2009 summer anime viewing list

Taishou Yakyuu Musume

Now that the spring season is winding down, let’s have a look at some of this year’s summer offerings.

I won’t do a comprehensive write-up describing all, or even most, of the shows scheduled for release in the next month or so – just the stuff I plan to watch. That makes for a pretty short list, partly because I’ll soon be rejoining the labour pool and work will cut deeply into my free time but also because I don’t see a lot of attention-grabbing titles in the summer timetable.


Official Site / Anime News Network / Wikipedia


I know far too little about this title to say anything definitive about it – or to even state that I’m watching it for certain – but it’s based on a mystery-themed visual novel and I usually have room in my schedule for a good mind-scratcher. The PV doesn’t offer much in the way of hard information, though the animation quality and character designs are good enough for me to at least grant this a fair hearing.


Official Site / Anime News Network / Wikipedia

Sora no Manimani

From Anime News Network:

Saku Ōyagi is a quiet bookworm who moves back to his former hometown as a high school freshman. He meets his childhood friend, Mihoshi Akeno, although a traumatic incident long ago had left their friendship in an awkward state. Despite this, Mihoshi brings Saku into the astronomy club she founded, and this sets the stage for the slapstick romantic comedy that ensues.

The timing of this release is probably no coincidence: 2009 is the International Year of Astronomy and there’s a link related to that event on the official website. I haven’t read the original manga so I don’t know how much astronomical content it actually has – plot-critical or a merely incidental device? – but the association is enough for this onetime space buff to dip his toes into the series.

ANN describes it as a “slapstick romantic comedy”, which I have no objections to (provided they don’t go overboard with the fanservice). I just hope that there will also be a relaxing, gently paced current to this series since the astronomy theme makes a good foundation for a slice-of-life story. Gathering in an open meadow, looking up at the ink-black pall of night and staring awestruck at the innumerable stars – ahh, Aria-typical bliss. I don’t know if we’ll see anything of that kind, though.

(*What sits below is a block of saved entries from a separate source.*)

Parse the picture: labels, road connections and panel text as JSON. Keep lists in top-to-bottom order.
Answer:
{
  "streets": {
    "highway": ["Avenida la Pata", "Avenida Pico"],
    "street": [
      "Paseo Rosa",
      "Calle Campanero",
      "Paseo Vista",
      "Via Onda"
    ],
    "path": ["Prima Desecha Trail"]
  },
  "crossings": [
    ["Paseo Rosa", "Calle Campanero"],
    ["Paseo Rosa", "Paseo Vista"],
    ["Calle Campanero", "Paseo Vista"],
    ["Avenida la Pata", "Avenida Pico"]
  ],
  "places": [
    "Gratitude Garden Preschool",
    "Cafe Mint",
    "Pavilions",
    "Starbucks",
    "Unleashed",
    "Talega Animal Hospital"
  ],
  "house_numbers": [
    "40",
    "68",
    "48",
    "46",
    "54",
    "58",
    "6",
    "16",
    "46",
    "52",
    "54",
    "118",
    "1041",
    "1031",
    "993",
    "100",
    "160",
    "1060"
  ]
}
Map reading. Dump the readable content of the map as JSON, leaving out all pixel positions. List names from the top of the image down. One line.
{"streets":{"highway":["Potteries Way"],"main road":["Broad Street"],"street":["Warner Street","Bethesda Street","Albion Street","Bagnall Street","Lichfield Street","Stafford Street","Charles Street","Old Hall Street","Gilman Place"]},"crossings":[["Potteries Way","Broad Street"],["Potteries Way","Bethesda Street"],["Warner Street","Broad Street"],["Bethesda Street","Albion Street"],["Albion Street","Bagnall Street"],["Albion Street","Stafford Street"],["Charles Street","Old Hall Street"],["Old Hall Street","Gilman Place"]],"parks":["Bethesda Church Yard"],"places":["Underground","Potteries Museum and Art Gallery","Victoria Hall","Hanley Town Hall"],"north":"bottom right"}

Official Site / Anime News Network / Wikipedia

Taishou Yakyuu Musume

From Anime News Network:

The anime will adapt Atsushi Kagurazaka’s two historical slice-of-life novels about two 14-year-old Japanese high school girls named Koume and Akiko who decide to start a baseball team in Japan in 1925. At the time, few baseball teams — male or female — exist in the country. First though, the two girls have no clue where to find nine players, how to use the equipment, and what even the rules are.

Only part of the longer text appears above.